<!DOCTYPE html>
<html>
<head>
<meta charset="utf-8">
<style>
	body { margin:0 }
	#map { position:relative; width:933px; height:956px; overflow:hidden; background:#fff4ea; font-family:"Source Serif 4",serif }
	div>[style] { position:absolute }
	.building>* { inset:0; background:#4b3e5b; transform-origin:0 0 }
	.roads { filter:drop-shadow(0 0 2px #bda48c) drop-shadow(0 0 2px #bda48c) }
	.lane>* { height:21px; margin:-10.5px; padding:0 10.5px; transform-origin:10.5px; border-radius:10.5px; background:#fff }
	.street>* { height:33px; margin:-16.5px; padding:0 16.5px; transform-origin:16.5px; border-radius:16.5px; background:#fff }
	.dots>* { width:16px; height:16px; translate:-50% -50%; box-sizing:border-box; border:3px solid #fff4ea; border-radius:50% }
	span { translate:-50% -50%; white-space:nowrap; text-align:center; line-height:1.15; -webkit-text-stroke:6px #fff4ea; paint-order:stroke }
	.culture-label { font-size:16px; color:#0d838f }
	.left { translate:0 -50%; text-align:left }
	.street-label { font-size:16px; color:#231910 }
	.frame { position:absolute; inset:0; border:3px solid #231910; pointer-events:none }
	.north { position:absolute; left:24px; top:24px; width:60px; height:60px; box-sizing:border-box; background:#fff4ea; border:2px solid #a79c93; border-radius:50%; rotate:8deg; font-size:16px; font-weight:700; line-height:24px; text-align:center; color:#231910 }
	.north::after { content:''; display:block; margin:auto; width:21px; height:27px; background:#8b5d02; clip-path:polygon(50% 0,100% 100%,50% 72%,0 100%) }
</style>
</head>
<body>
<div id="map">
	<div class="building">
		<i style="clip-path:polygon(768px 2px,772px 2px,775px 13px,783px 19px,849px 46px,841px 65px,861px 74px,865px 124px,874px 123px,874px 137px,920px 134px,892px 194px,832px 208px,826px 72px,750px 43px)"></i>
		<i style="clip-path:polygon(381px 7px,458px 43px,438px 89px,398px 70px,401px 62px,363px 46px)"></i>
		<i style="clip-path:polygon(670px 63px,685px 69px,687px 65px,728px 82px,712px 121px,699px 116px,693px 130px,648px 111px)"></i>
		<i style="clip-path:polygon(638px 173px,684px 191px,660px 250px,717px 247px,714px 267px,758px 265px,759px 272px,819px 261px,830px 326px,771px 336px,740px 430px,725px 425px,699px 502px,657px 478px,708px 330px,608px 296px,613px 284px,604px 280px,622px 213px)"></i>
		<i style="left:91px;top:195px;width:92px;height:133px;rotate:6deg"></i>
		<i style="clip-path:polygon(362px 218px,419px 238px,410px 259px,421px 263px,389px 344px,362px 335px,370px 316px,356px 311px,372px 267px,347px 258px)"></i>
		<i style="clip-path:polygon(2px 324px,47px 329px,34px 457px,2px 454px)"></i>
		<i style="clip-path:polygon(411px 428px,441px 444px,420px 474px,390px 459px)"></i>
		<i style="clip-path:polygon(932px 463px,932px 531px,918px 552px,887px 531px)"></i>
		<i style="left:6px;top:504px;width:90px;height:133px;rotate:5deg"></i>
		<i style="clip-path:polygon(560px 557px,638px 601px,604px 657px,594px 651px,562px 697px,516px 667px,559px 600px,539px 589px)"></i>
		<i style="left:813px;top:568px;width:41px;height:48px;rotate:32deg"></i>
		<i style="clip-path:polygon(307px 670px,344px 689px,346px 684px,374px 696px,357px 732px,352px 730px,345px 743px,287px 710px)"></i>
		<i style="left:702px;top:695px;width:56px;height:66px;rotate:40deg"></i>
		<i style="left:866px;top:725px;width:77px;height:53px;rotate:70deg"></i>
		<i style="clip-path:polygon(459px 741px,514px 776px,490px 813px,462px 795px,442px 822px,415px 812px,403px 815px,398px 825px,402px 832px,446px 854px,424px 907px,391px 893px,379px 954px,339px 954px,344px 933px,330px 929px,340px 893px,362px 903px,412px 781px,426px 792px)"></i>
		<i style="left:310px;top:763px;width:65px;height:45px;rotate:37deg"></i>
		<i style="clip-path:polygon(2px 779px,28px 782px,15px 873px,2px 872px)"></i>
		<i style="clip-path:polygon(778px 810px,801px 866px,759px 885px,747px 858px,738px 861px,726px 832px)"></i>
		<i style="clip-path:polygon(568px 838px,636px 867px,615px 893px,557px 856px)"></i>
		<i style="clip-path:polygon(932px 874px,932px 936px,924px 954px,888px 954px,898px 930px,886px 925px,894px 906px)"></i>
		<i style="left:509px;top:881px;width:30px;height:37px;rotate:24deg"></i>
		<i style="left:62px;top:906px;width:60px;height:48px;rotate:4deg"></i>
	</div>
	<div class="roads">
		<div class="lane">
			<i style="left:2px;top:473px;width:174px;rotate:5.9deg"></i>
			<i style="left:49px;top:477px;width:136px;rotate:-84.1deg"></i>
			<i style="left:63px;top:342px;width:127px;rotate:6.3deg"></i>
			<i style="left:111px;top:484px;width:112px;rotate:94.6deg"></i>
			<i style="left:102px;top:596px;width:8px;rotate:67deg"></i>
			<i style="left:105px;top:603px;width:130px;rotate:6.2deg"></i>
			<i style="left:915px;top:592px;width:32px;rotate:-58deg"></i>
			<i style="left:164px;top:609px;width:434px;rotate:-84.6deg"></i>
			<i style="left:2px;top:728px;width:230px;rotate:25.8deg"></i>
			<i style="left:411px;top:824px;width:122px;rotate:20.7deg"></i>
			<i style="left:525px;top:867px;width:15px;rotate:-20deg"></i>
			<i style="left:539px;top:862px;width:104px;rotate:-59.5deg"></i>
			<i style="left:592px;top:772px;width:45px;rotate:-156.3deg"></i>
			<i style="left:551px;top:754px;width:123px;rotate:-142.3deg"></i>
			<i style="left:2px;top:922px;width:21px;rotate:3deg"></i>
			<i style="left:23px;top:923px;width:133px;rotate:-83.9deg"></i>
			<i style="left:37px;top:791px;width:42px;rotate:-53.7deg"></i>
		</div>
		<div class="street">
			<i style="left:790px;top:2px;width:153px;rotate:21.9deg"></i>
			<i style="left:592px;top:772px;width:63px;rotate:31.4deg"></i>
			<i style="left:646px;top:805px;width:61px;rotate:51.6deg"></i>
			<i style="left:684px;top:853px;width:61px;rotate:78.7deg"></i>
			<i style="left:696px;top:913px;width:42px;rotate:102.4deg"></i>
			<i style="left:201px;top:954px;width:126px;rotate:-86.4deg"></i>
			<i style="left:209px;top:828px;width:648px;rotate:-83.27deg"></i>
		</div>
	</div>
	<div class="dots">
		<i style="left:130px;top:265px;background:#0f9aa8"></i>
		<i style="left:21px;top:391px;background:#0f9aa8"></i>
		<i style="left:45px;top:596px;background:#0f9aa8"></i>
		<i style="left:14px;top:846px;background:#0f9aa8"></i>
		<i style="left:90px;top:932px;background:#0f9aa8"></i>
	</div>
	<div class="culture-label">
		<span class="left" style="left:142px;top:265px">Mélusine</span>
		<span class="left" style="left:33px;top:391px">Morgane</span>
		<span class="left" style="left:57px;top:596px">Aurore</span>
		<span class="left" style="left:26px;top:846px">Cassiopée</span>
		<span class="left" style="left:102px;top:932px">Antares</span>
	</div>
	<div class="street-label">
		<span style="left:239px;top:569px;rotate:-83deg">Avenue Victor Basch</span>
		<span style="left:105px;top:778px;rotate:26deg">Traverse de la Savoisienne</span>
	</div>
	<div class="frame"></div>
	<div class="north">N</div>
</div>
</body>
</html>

---+---

→ YOUR TASK:
The answer is the records above restated word for word from their opening line through the line that holds "translate:-50% -50%; white-space:nowrap;", both included, and nothing else.

→ WRITTEN SOLUTION:
<!DOCTYPE html>
<html>
<head>
<meta charset="utf-8">
<style>
	body { margin:0 }
	#map { position:relative; width:933px; height:956px; overflow:hidden; background:#fff4ea; font-family:"Source Serif 4",serif }
	div>[style] { position:absolute }
	.building>* { inset:0; background:#4b3e5b; transform-origin:0 0 }
	.roads { filter:drop-shadow(0 0 2px #bda48c) drop-shadow(0 0 2px #bda48c) }
	.lane>* { height:21px; margin:-10.5px; padding:0 10.5px; transform-origin:10.5px; border-radius:10.5px; background:#fff }
	.street>* { height:33px; margin:-16.5px; padding:0 16.5px; transform-origin:16.5px; border-radius:16.5px; background:#fff }
	.dots>* { width:16px; height:16px; translate:-50% -50%; box-sizing:border-box; border:3px solid #fff4ea; border-radius:50% }
	span { translate:-50% -50%; white-space:nowrap; text-align:center; line-height:1.15; -webkit-text-stroke:6px #fff4ea; paint-order:stroke }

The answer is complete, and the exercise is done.